Kiplinger's Personal Finance Magazine
If you ever doubted the value of real estate agents who work solely for home buyers (as opposed to traditional agents who report to sellers, consider this: A recent study by U.S. Sprint found that 232 relocating Sprint employees who hired buyer's brokers paid an average of 91% of a home's list price. People who use traditional agents typically pay about 96%. On a house originally priced at$150,000, that's a difference of $7,500.

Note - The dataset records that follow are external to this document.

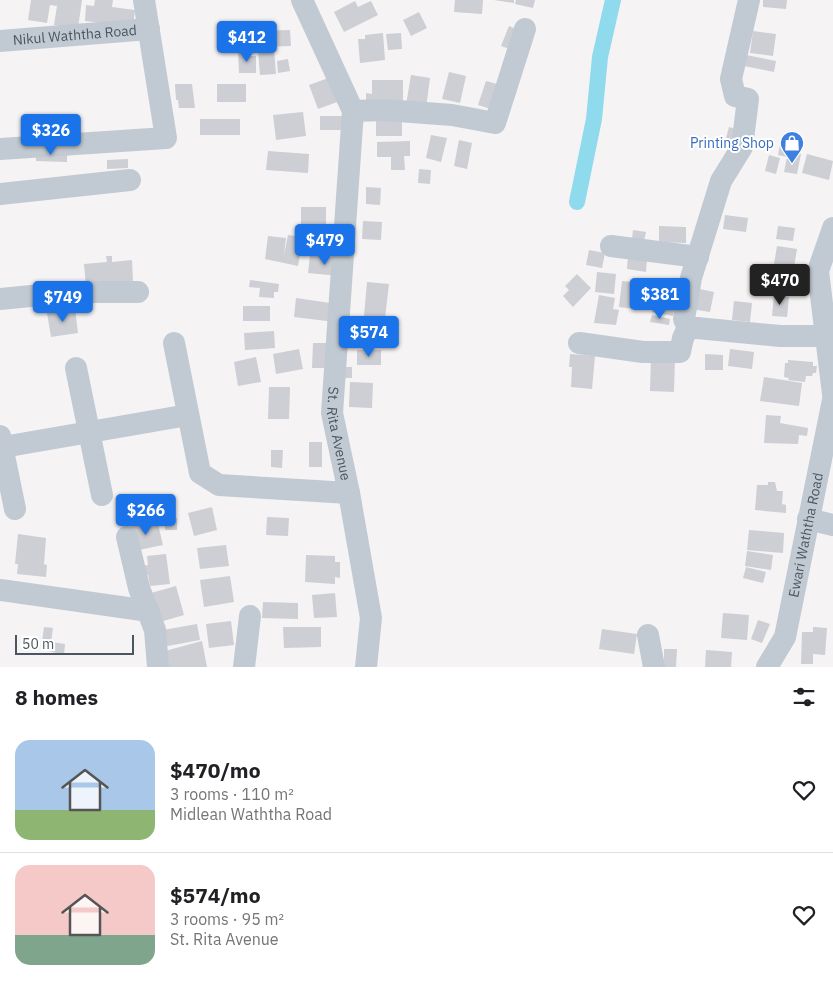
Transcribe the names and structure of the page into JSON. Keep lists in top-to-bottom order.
{
  "streets": {
    "street": ["Nikul Waththa Road", "St. Rita Avenue", "Ewari Waththa Road"]
  },
  "places": {
    "shop": ["Printing Shop"]
  },
  "scale_bar": "50 m",
  "page": {
    "price": [
      "$412",
      "$326",
      "$479",
      "$470",
      "$381",
      "$749",
      "$574",
      "$266"
    ],
    "scale": "50 m",
    "heading": "8 homes",
    "list": [
      {
        "name": "$470/mo",
        "note": "3 rooms · 110 m² · Midlean Waththa Road"
      },
      {
        "name": "$574/mo",
        "note": "3 rooms · 95 m² · St. Rita Avenue"
      }
    ]
  }
}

When Sallye and Jim Ryan wanted to move from their Tampa apartment to a three-bedroom home this spring, the busy couple used a buyer broker, Beth Tansey, to help. Within a week, they had bid on the house they now own. Sallye liked being able to delegate the house-hunting. "With both my husband and me working, it was a lot easier," she says. "I don't think I would have found this house that I really love without her. There are so many homes for sale here, I would probably still be looking.

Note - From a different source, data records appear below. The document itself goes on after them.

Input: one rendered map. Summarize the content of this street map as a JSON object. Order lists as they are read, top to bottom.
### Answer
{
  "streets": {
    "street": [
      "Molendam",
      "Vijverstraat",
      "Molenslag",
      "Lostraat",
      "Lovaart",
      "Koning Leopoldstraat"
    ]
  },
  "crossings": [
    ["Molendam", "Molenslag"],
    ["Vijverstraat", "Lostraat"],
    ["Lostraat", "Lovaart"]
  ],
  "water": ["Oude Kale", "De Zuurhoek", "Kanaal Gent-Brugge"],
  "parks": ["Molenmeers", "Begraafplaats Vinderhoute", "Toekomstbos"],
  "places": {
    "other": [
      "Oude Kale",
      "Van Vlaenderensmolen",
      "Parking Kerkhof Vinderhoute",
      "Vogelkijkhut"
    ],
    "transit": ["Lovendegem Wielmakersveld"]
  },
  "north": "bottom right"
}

Because Tansey is a buyer broker, who exclusively represents the home buyer's interests, the Ryan's trusted her to find the best deal on a house that suited their needs. By contrast, a traditional real state broker is legally bound to work for the seller who pays the commission and therefore may be more intent on selling listed homes than finding your dream house. Even Realtors who don't hold the listing on a given house act as subagents to the seller. So unless a broker says that he or she is working for you -- brokers are now legally obliged to disclose who they represent -- you can assume the broker is working for the seller. Such agents must pass on information such as the buyer's income to the seller, who then has a better idea of what price to hold out for.

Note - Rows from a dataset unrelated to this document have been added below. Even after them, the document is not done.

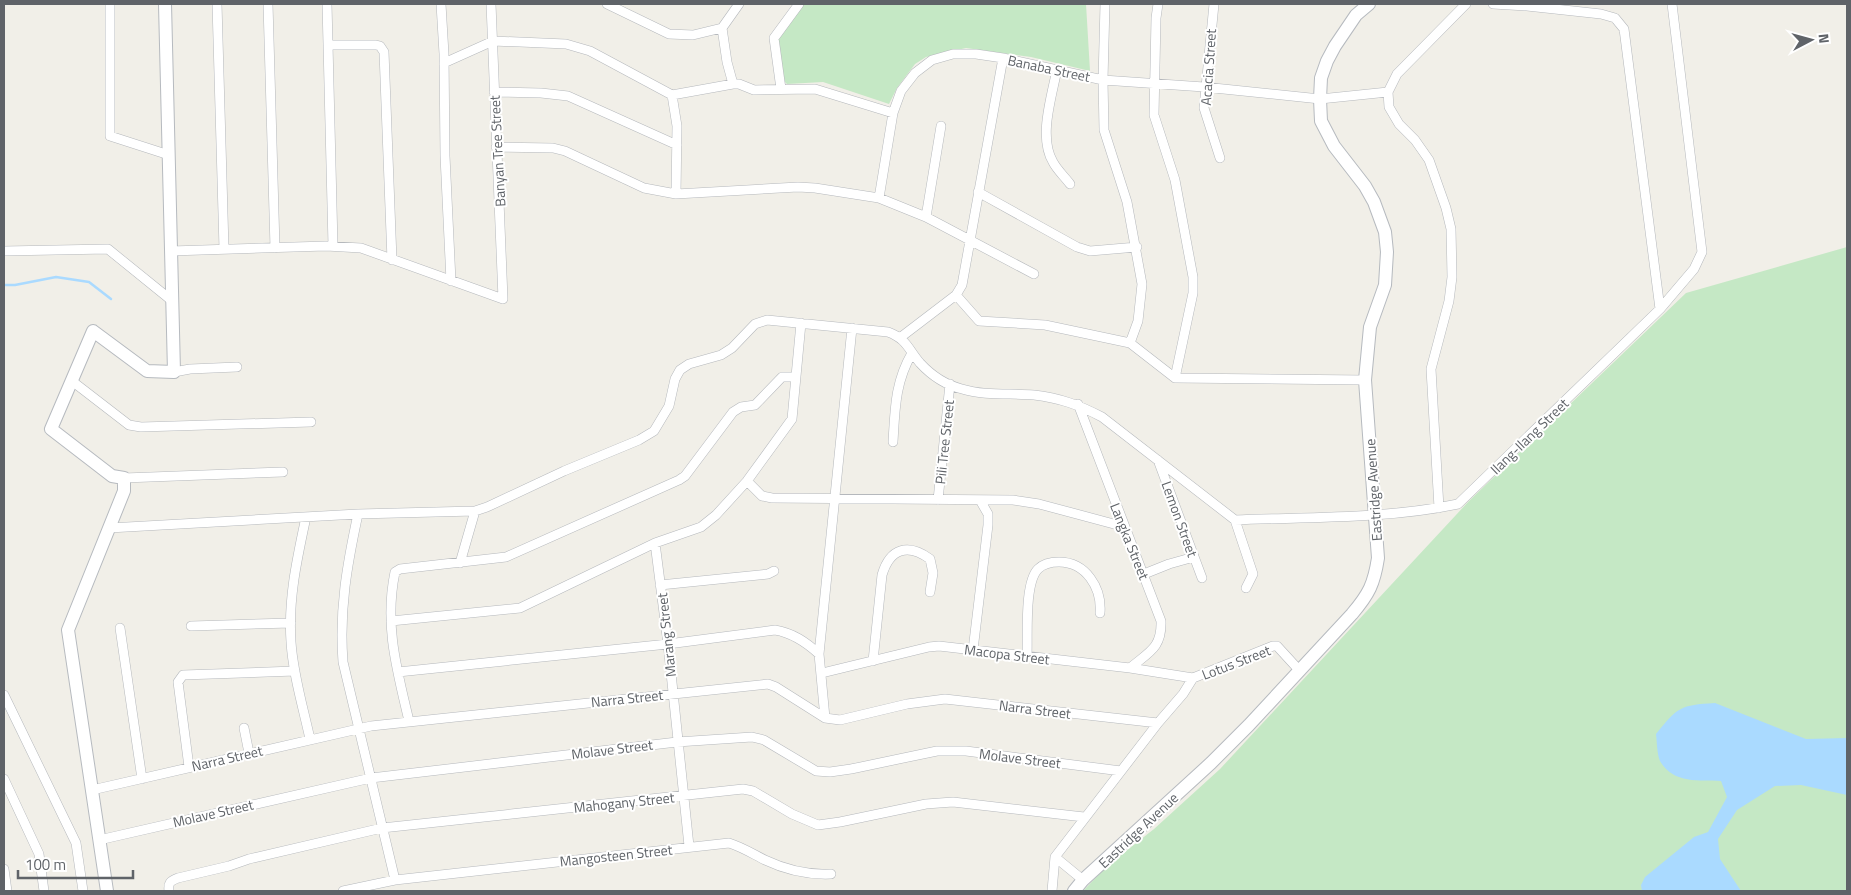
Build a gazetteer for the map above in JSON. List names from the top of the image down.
{
  "streets": {
    "street": [
      "Acacia Street",
      "Banaba Street",
      "Banyan Tree Street",
      "Ilang-Ilang Street",
      "Pili Tree Street",
      "Eastridge Avenue",
      "Lemon Street",
      "Langka Street",
      "Marang Street",
      "Macopa Street",
      "Lotus Street",
      "Narra Street",
      "Molave Street",
      "Mahogany Street",
      "Mangosteen Street"
    ]
  },
  "crossings": [
    ["Acacia Street", "Banaba Street"],
    ["Banaba Street", "Eastridge Avenue"],
    ["Ilang-Ilang Street", "Eastridge Avenue"],
    ["Eastridge Avenue", "Lotus Street"],
    ["Langka Street", "Macopa Street"],
    ["Marang Street", "Narra Street"],
    ["Marang Street", "Molave Street"],
    ["Marang Street", "Mahogany Street"],
    ["Marang Street", "Mangosteen Street"],
    ["Macopa Street", "Lotus Street"]
  ],
  "scale_bar": "100 m",
  "north": "right"
}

Because these brokers are obliged to get buyers the best deal possible, they approach houses with a critical eye for apparent flaws. You'll still need an inspector to uncover hidden defects, however. Buyer brokers also show properties sold by the owner, which can be cheaper because the only commission is what you agree to pay your broker. Sellers' agents usually won't show these homes because they don't make commissions on them.
Brokers representing buyers should also appraise the value of the house, negotiate the price, and pre-qualify you for a mortgage, sometimes at a better rate. Buyers' Agent brokers, for instance, narrow mortgage bids from 15 lenders nationwide to the three best offers -- and then get those three to rebid. "A well-trained, experienced buyer broker is a great asset," says Peter Miller, author of How to Sell Your Home in Any Market ($12, Harper Perennial) and other real estate guides. "You won't do any worse, and you may do a lot better.
Usually, the buyer broker splits the sales commission with the seller's agent, just as a subagent who didn't have the listing would with the broker who did. So the fee still comes out of the sale price. Some people might assume that buyers' agents have an incentive to keep the price high. But again, the broker must get you the best deal. "In my experience, all of them do," says Stephen Brobeck, executive director of the Consumer Federation of America.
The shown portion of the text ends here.